I’m up here tonight to present the John H. Taylor, Jr. Education Leadership Award—named after someone who I knew and respected ever since I came to Delaware—to another longtime friend and mentor, John Hollis.
John Taylor’s wife, Maria, and his son, John, are here with us today and helped us make this choice in partnership with the leadership of the Chamber and the Partnership, Inc board. In making this decision, we thought hard about the core attributes that John Taylor brought to his work. Two that stand out to me are, one, a deep and unwavering passion for kids, particularly those most in need, and two, integrity and universal respect from those on the front lines to the leaders of business and government.
As our group began reviewing the amazing candidates for this award, John Hollis fit these attributes to a tee.
For those of you in the audience who aren’t familiar with John Hollis’ body of work...
In 1974, John was approached by some leaders at the Seaford Dupont nylon plant, which was the world’s first and largest (at the time) nylon plant.
The bigwigs at Dupont wanted to tap into a national movement called the National Action Council for Minorities in Engineering group, and the folks at the Seaford plant wanted to participate. John at the time was coaching and teaching science for the sons and daughters of the Dupont engineers, who all thought they needed an educator to advise and motivate these students.
So from relatively humble beginnings, MERIT was born, essentially as a science club aimed at local African American, Native American, and Latino children. MERIT stood for Minority Educational Regional Incentive Training. Their charge was clear: to help address the wide disparity between a roughly 25-percent local minority population, and the less than 1 percent of whom were matriculating into higher education in science and technical fields.
Now, John knew from his years as a coach, counselor, and teacher that if we wanted to inspire these children to higher education and beyond, he needed to develop the whole child, not just host them in a science club.
So John got to work utilizing his knowledge in motivational science to morph this science club into a total youth development program, helping countless young people with not only academic chops, but with motivation, goal-setting, time management, and more.
John understood that all students have the potential for greatness. And that sometimes, what they needed most was a picture of what that greatness could look like. Hence the importance of setting goals, and understanding the steps needed to reach those goals.
He did all this with an unflinching approach to STEM education (back before STEM was the buzzword it is now). MERIT kids were engaging in rigorous instruction met with fun activities that made science and engineering come alive. Stuff like engineering competitions with fighting robots or wind turbine design contests—often in partnerships with local employers.

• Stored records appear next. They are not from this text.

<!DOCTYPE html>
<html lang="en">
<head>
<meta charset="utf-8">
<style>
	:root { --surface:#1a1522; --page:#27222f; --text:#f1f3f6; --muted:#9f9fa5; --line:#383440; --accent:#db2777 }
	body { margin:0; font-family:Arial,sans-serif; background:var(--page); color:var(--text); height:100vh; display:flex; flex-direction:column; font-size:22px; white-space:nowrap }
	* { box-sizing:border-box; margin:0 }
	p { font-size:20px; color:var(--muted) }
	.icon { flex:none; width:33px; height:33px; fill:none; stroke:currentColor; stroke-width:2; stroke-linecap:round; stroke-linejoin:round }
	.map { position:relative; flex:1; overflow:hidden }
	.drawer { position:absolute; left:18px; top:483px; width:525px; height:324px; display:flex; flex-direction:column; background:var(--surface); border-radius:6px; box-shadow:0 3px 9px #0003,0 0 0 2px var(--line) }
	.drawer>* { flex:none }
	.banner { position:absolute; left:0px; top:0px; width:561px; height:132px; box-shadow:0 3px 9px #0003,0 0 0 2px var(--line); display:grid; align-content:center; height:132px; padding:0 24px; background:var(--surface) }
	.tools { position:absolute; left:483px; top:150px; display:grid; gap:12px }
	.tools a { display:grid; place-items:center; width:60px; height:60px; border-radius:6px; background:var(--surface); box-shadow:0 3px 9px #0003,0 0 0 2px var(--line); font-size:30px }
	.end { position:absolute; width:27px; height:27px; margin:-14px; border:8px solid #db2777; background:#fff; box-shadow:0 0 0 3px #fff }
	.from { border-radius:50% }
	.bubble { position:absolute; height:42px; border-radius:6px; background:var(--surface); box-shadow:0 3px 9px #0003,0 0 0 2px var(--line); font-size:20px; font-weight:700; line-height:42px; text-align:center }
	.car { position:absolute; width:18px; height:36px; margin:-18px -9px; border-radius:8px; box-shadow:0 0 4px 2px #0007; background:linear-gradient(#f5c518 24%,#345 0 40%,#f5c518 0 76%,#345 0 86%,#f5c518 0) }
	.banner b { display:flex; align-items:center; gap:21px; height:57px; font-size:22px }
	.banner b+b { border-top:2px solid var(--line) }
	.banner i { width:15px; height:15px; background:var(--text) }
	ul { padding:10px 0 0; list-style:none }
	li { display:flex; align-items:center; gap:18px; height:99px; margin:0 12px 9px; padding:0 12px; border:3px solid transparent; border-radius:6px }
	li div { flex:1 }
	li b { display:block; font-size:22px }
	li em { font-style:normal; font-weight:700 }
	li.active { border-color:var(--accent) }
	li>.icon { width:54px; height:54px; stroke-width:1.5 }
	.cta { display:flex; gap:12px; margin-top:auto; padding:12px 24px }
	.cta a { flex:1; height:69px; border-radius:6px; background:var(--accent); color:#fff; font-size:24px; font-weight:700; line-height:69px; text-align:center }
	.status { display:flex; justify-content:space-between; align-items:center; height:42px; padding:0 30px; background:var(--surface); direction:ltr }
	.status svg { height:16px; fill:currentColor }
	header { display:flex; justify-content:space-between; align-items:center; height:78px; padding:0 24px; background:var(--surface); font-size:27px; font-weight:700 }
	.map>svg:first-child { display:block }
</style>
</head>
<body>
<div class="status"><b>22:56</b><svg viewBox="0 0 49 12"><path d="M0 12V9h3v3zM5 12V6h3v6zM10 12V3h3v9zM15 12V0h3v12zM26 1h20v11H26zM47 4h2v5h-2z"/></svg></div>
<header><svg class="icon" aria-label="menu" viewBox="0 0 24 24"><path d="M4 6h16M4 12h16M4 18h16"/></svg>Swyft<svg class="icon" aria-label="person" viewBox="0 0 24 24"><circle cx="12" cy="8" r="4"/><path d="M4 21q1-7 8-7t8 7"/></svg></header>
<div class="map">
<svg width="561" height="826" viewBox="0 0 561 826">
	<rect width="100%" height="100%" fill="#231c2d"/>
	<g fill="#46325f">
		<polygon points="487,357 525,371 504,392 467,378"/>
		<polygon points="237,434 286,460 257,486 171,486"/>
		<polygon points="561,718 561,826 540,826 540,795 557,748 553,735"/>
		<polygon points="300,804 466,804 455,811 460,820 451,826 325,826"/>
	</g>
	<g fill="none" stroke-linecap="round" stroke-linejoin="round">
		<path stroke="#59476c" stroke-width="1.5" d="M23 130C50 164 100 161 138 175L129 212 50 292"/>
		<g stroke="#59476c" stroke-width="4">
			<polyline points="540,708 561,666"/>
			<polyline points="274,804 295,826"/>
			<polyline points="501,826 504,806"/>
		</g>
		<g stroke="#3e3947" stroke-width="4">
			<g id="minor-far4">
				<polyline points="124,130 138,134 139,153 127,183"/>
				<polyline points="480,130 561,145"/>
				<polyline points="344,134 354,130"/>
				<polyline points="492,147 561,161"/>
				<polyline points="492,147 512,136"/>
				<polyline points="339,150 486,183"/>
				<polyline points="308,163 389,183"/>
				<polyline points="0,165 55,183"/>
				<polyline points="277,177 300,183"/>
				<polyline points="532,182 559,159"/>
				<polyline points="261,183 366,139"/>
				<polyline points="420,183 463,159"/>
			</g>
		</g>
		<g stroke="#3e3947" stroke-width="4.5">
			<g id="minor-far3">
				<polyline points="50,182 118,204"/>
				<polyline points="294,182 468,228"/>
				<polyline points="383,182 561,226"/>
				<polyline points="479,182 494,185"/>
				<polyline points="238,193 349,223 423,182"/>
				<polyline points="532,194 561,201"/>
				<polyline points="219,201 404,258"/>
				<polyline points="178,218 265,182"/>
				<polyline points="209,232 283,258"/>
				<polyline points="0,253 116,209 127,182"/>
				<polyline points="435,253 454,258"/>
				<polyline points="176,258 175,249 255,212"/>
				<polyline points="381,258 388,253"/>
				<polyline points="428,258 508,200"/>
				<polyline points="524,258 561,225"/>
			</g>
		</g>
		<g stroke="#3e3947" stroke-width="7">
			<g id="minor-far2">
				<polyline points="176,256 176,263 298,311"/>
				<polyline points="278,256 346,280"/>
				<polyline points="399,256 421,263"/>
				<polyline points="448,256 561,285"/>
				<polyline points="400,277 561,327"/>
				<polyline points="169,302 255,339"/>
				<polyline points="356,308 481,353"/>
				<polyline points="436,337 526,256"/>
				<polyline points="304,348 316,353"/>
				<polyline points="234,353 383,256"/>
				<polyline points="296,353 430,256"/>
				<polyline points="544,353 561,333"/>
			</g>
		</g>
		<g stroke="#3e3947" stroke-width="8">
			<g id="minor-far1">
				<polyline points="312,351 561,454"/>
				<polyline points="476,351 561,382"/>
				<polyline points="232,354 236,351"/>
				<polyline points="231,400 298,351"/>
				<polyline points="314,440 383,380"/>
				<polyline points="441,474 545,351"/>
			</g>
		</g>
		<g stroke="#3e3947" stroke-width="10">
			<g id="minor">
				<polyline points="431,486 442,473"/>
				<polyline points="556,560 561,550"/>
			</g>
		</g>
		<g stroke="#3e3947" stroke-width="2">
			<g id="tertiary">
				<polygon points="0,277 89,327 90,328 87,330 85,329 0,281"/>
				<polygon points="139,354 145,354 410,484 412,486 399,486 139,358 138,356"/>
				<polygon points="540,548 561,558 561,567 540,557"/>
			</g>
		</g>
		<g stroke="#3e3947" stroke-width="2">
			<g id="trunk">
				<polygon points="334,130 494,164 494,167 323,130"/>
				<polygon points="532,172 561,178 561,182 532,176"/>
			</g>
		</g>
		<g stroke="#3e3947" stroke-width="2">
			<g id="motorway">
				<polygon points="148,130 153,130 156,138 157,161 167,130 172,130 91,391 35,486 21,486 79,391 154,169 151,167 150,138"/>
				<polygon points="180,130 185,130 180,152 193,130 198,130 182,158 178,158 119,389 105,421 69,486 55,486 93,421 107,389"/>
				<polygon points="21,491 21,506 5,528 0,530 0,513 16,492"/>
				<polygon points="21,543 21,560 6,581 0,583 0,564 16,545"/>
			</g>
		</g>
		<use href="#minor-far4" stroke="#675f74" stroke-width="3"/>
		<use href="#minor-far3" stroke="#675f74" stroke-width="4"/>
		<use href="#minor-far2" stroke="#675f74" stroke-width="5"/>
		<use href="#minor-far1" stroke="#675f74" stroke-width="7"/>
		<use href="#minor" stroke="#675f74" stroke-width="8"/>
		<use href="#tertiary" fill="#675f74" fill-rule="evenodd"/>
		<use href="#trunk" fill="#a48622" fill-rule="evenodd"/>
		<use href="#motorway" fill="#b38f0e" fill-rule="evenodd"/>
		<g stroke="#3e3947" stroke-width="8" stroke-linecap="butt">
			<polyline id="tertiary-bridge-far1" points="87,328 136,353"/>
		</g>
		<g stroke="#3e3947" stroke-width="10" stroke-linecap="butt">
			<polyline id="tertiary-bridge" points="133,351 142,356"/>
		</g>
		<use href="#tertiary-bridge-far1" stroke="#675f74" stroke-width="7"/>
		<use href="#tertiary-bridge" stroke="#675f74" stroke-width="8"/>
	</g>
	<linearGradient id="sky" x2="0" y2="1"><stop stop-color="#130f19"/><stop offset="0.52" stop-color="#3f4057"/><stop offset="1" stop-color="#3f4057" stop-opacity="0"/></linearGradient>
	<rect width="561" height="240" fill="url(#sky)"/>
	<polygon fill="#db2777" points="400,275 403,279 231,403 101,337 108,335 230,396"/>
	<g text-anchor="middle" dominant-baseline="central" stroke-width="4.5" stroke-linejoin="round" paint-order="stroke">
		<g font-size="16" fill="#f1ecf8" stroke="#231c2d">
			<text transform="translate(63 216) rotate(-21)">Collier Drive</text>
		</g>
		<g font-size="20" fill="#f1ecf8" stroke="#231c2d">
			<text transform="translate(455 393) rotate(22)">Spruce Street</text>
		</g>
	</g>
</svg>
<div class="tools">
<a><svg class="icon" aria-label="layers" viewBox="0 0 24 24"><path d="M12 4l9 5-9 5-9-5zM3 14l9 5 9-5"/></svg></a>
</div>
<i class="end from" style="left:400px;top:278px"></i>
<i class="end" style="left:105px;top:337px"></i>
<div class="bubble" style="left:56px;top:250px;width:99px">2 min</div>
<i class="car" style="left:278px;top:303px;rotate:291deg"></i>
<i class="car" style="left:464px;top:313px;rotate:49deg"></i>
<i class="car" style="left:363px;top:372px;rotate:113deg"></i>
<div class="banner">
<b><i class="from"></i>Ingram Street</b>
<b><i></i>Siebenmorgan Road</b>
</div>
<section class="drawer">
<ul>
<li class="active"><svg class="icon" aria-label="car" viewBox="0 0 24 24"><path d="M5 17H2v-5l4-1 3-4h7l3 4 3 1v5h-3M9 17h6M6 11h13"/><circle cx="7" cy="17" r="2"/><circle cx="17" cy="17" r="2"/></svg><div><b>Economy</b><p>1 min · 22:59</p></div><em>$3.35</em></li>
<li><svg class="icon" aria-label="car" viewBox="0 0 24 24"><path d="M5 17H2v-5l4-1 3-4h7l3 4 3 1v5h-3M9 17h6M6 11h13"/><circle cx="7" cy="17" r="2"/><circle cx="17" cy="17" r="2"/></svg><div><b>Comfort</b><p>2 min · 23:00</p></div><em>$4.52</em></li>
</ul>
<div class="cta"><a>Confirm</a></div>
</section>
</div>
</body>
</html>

John once told us that he thinks about MERIT as a place where the rubber meets the road. In other words, he doesn’t operate in theoreticals, but in action. He preaches family involvement, community activation, mentorship.
Not that he needs validation, but MERIT’s track record does just that. To date, 370 MERIT alumni have gone on to achieve a college degree, accounting for approximately 97% of its participants. Many return to volunteer, creating a strong alumni base, which has helped shape the evolution of the program. 14 MERIT students have gone onto Ivy League degrees. Around 30 have doctorates.
In addition to all his work with MERIT, John’s been deeply involved with DelTech, the Delaware Community Foundation, the Western Sussex Boys and Girls Club, and Nemours.
John has overseen MERIT for 42 years. And he’s done so through a lens of servant leadership and I know his faith has been foundational to how he approaches the work. Thanks to his guidance, hundreds of young people who needed a leg up have been inspired by his passion for engineering and math, and more. He has given his heart to the community and never asked for acknowledgement. I have every confidence that the namesake of this award, John H. Taylor, would have been honored to give him some of that recognition.
Ladies and gentlemen, it’s my honor to present the John H. Taylor, Jr. Education Leadership Award—to John Hollis!